* _What to do_
Where does the word "Minified" show up in the records? Copy every line that has it.

* _Data supplied_
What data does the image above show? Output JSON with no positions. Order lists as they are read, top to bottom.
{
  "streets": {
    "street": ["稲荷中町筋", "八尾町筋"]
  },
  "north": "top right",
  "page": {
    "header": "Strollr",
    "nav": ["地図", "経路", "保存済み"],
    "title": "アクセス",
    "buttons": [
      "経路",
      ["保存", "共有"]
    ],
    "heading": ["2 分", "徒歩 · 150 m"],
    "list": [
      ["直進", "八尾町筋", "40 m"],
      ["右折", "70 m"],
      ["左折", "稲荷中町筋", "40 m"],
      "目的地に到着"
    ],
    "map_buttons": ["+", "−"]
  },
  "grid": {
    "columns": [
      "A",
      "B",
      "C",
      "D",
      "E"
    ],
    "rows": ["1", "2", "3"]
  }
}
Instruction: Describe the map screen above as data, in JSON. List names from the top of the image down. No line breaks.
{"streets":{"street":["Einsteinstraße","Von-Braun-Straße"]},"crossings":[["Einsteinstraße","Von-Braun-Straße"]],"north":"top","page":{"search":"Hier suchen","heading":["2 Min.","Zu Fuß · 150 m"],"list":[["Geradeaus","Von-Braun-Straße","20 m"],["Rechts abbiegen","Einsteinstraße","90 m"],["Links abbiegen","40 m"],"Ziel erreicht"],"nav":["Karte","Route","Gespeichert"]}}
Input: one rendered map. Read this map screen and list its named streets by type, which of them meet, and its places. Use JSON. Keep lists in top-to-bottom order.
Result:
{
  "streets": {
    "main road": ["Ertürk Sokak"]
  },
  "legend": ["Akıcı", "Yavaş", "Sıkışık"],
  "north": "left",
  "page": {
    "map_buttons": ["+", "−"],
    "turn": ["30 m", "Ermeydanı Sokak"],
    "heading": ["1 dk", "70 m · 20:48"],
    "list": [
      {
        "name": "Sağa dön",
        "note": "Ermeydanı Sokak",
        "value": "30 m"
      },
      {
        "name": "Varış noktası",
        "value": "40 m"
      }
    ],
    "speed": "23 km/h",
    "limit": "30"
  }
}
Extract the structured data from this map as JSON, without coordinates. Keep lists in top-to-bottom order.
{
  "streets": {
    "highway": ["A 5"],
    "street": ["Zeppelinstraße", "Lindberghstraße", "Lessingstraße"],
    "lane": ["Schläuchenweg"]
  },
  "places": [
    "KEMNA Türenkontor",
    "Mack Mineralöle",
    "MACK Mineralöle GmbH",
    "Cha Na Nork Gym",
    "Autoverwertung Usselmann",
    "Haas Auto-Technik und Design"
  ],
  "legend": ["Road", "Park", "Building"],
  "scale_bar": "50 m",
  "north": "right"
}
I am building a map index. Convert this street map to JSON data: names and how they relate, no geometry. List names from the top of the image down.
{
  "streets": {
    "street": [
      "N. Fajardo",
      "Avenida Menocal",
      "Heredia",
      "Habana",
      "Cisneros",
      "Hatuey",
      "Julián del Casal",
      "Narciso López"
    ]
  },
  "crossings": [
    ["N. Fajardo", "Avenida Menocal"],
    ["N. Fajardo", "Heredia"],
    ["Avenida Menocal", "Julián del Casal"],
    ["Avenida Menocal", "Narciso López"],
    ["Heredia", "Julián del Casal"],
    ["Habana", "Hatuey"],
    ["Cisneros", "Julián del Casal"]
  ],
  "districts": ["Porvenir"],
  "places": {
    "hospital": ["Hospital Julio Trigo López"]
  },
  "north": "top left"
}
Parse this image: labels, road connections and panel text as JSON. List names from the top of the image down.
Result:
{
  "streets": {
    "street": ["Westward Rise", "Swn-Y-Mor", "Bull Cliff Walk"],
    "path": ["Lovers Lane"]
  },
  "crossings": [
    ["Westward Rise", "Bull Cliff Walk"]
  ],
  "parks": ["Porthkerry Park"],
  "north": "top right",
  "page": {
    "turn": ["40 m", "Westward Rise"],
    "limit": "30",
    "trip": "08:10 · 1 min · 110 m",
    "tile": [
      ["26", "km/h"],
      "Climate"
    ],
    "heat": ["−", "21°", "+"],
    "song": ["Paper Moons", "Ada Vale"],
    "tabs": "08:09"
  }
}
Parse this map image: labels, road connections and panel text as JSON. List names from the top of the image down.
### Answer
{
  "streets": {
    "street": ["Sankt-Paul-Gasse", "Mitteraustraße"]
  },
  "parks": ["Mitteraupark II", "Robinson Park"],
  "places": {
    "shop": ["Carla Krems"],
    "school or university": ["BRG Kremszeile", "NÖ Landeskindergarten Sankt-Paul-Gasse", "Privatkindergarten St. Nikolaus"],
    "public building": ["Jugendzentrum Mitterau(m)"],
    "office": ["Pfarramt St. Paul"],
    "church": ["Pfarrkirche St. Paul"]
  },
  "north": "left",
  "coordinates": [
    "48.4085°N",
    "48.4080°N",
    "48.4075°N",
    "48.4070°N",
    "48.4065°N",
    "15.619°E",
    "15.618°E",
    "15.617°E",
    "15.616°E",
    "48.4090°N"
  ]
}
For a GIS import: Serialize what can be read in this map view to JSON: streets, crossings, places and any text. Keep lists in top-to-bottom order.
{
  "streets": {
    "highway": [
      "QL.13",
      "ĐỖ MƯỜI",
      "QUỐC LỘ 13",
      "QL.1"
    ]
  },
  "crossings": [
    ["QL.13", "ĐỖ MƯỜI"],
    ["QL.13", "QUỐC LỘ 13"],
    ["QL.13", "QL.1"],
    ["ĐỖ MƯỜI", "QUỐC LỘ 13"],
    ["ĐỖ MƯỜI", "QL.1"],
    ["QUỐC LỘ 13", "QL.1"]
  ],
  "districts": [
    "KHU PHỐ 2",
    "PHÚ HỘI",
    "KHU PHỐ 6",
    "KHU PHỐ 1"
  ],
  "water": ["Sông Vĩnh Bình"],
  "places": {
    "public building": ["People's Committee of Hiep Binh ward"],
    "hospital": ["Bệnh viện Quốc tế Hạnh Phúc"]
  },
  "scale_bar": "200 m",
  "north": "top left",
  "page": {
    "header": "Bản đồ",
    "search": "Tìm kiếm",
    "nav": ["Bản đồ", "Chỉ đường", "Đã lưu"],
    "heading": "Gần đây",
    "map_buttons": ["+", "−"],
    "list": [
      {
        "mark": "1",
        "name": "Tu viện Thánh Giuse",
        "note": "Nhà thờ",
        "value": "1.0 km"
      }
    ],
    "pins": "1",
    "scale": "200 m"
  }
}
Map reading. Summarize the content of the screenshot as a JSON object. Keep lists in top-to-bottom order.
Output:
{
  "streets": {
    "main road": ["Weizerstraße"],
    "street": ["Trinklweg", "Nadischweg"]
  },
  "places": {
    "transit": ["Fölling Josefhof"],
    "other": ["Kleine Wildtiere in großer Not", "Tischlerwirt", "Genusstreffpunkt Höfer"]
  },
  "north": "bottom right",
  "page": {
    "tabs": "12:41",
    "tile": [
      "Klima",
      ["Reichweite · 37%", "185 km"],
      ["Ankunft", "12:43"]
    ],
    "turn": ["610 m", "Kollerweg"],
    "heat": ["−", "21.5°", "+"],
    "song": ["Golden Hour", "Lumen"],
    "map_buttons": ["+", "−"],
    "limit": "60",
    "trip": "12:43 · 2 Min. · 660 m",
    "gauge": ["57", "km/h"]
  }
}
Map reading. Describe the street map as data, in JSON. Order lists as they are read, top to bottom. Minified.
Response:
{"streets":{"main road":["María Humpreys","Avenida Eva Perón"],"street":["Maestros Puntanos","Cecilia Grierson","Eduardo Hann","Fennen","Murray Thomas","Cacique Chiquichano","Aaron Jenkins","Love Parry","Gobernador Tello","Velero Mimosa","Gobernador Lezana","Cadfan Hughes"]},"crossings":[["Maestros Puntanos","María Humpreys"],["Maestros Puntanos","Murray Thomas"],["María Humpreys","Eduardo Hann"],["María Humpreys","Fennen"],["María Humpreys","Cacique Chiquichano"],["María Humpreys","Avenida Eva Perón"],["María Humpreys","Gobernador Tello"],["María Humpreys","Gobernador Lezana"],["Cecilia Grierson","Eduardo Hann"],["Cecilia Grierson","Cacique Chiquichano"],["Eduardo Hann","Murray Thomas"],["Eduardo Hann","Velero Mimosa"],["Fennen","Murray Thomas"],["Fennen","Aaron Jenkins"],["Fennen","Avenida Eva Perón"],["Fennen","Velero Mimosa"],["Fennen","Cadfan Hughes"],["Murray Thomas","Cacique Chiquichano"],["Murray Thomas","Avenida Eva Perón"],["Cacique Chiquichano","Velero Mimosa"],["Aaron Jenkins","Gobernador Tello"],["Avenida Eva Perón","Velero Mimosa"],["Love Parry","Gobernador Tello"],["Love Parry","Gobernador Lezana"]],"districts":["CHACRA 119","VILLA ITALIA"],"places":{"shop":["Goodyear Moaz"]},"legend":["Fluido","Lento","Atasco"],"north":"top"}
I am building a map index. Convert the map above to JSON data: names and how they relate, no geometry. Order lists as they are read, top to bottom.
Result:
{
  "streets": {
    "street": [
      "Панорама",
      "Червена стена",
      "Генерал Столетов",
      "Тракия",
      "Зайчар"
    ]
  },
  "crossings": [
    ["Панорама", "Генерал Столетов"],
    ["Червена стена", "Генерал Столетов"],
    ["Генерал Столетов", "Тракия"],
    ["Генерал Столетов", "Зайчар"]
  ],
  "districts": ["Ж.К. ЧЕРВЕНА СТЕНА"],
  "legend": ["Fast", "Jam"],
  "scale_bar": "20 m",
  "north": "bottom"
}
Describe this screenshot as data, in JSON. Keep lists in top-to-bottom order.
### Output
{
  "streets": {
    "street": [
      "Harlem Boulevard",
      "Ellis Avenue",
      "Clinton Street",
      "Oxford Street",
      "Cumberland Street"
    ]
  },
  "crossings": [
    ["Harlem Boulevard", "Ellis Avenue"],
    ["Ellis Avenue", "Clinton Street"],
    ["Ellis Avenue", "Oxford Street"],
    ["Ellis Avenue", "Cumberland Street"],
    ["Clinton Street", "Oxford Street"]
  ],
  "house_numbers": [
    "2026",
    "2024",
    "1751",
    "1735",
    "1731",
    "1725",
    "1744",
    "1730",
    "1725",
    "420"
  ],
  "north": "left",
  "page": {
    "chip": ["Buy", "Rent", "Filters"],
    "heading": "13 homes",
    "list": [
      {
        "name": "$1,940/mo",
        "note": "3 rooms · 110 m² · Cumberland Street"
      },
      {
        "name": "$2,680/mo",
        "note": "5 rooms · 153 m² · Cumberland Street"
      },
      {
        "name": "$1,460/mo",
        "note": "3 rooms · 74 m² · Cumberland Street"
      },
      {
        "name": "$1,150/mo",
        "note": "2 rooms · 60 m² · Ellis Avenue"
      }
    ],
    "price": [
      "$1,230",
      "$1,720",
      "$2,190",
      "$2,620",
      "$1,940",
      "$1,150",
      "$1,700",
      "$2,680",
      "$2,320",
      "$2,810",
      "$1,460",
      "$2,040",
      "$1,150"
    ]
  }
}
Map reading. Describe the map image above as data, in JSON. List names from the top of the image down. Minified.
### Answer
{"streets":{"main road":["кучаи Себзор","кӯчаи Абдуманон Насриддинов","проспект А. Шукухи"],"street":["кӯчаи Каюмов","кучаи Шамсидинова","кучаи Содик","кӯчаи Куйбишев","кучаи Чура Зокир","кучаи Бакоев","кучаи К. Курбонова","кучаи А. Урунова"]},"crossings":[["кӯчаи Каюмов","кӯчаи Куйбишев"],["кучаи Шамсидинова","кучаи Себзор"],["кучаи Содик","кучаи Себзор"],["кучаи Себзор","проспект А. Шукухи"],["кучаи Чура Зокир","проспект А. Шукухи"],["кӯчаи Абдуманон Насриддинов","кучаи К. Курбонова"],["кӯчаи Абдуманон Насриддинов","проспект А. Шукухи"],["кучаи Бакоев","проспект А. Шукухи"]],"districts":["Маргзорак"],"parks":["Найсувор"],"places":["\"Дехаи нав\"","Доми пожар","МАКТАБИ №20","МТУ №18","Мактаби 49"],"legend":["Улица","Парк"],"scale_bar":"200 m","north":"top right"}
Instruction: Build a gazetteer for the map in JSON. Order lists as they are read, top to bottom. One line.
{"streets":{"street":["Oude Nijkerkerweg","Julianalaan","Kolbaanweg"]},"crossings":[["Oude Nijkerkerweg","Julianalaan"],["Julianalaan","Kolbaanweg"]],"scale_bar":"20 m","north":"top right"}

* _Your solution_
Map reading. Describe the street map as data, in JSON. Order lists as they are read, top to bottom. Minified.
Map reading. Describe the map image above as data, in JSON. List names from the top of the image down. Minified.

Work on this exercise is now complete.